This week we learn special verses. They are traditionally the first verses which are taught to Jewish children when they begin learning the Torah. Why do we begin our Torah study, which will hopefully stretch afterwards over our entire lives, with the first few verses of Vayikra? The secret lies in these verses' plain textual meaning.
The end of the book of Shemot explains when the Mishkan was first completed, nobody, not even Moshe, was able to enter it. The first verses of the book of Vayikra relate how Moshe was called to break through the divine barrier around the Mishkan and come into G-d's presence. Since that day, the process of learning the Torah is the process of answering G-d's call. It is the process, in the most literal way possible, of connecting with the divine. "If they are not prophets, then they are at least the children of prophets," relates the Talmud, about the Jewish people as a whole. As we learn Hashem's Torah, we can feel Him speaking to us, we can feel His presence, and hear the sound of His voice.

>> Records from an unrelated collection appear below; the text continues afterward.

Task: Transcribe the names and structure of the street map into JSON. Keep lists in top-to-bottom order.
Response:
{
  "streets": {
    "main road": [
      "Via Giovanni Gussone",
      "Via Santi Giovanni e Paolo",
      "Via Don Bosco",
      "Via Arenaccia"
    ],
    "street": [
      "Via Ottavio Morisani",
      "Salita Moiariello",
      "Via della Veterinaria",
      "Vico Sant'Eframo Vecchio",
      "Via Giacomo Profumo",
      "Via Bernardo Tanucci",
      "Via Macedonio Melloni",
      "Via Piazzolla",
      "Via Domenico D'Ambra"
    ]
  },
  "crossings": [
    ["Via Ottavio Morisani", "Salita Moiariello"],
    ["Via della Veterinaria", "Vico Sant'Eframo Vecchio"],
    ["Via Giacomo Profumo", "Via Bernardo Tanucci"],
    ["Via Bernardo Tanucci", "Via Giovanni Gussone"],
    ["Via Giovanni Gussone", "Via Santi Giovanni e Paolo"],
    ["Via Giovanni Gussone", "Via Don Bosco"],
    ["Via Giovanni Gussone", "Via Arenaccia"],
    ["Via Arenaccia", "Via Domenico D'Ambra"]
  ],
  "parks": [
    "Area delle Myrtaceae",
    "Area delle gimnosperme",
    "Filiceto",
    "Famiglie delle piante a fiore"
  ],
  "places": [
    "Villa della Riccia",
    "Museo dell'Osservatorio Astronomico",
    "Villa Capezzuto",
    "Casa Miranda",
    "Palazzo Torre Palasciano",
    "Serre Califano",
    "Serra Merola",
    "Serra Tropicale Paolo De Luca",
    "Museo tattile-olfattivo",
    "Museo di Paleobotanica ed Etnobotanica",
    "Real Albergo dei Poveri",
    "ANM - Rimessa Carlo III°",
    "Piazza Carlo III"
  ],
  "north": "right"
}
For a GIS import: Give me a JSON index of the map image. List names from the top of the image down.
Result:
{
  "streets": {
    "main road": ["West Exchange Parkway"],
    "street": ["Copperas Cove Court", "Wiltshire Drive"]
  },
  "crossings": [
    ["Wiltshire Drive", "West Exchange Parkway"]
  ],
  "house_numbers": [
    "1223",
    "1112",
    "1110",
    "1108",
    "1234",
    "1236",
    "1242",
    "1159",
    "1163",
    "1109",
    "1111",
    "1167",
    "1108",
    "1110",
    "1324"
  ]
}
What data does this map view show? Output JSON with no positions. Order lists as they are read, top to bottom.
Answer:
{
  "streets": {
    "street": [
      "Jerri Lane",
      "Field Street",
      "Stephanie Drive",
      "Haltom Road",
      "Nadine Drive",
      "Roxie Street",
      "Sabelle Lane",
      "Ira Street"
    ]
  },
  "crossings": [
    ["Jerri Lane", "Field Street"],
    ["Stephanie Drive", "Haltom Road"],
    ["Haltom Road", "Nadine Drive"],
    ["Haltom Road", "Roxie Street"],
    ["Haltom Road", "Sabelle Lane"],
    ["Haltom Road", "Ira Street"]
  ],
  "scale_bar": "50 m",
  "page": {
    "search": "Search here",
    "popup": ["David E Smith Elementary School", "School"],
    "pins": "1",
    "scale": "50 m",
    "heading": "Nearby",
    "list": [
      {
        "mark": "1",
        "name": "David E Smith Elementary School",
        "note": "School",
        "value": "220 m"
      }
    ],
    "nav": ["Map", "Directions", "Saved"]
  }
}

No festival relates this idea more strongly than Purim. The Megillah tells that, "the Jews established and accepted upon themselves and upon their children after them to observe these days of Purim." Our Rabbis explain that, "they accepted on high (in the heavenly court) what was established below." The Jews in the time of Mordechai and Esther were able to tap into the divine spirit which animated them, and understand that a new festival was needed, for all time. In our day, when we celebrate Purim, we reconnect, as did the Jews of Persia, to the invitation made to Moshe, and to all the rest of the Jewish people so long ago, to approach the Mishkan, to connect with the divine, and to take our place in the covenantal prophetic chain of Jewish history.